Decision Date16 November 1920
Docket Number33648
Citation179 N.W. 840,189 Iowa 1256
PartiesIRA W. BLOUGH, Administrator, Appellant, v. CHICAGO GREAT WESTERN RAILROAD COMPANY et al., Appellees
CourtIowa Supreme Court

Appeal from Black Hawk District Court.--GEORGE W. DUNHAM, Judge.

ACTION for damages consequent upon the drowning of Velma Leona Gregson, resulted in a directed verdict for defendant and judgment thereon. Plaintiff appeals.

Affirmed.

J. C Beem, and H. E. Tullar, for appellant.

Carr Carr & Cox, and James G. Clark, for appellees.

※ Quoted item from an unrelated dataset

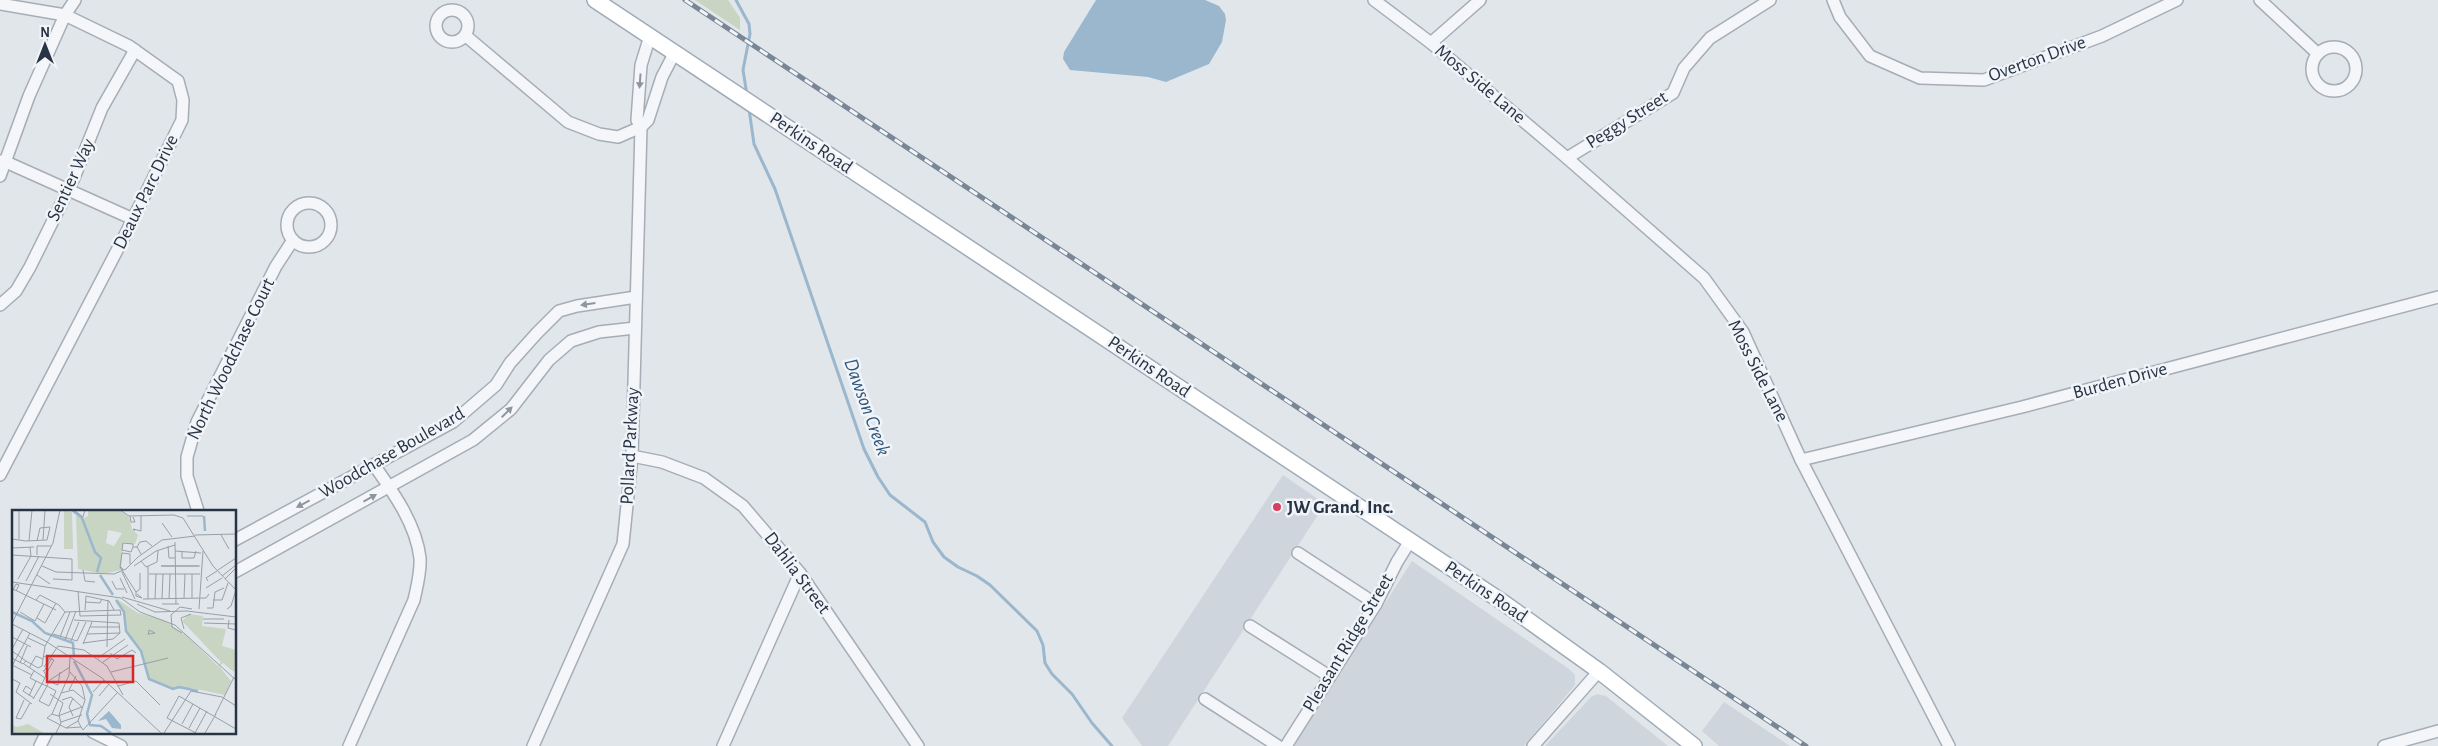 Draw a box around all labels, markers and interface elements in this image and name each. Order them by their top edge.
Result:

LADD J. WEAVER, C. J., STEVENS and ARTHUR, JJ., concur.

OPINION

LADD, J.

Shortly after 2 o'clock in the afternoon of March 29, 1919, Velma Leona Gregson, aged 5 years, wandered from home, and was drowned in a pond or barrow pit situated entirely in the right of way of the Chicago Great Western Railroad Company, and within the corporate limits of the city of Waterloo. This pond is said by witnesses called by plaintiff to have been from 200 to 300 feet long, 3 to 4 feet deep, and 9 to 12 feet wide, with steep banks on the side opposite the railroad. A ten-inch tile drains about 40 or 50 acres of land, including a cemetery, down the hillside into the west end of this pond. A considerably traveled pathway extends from this drain around the end onto the railroad. The surrounding land is low. There is a natural drainage from the pond under the railroad bridge close to it, and on to Black Hawk Creek, about 75 yards distant, through a ditch about a foot wide and a few inches deep. Another company had built a dam in this creek. The surface water of the pond is about 8 inches higher than that of the creek, and, but for the tile drain, the water might be carried from the pond within a few inches of the bottom. According to an engineer, the bottom of the pond was but 5 or 6 inches below the outlet, and the fall from the bottom of the barrow pit to the bridge, 6 inches, and a foot from there to the bottom of the creek. The nearest city street is about 65 feet from the mouth of the drain, and it is three blocks distant from the paving. There was no fence or other guard about the pond. Children habitually played about the pond. At the time in question, the water overran the path.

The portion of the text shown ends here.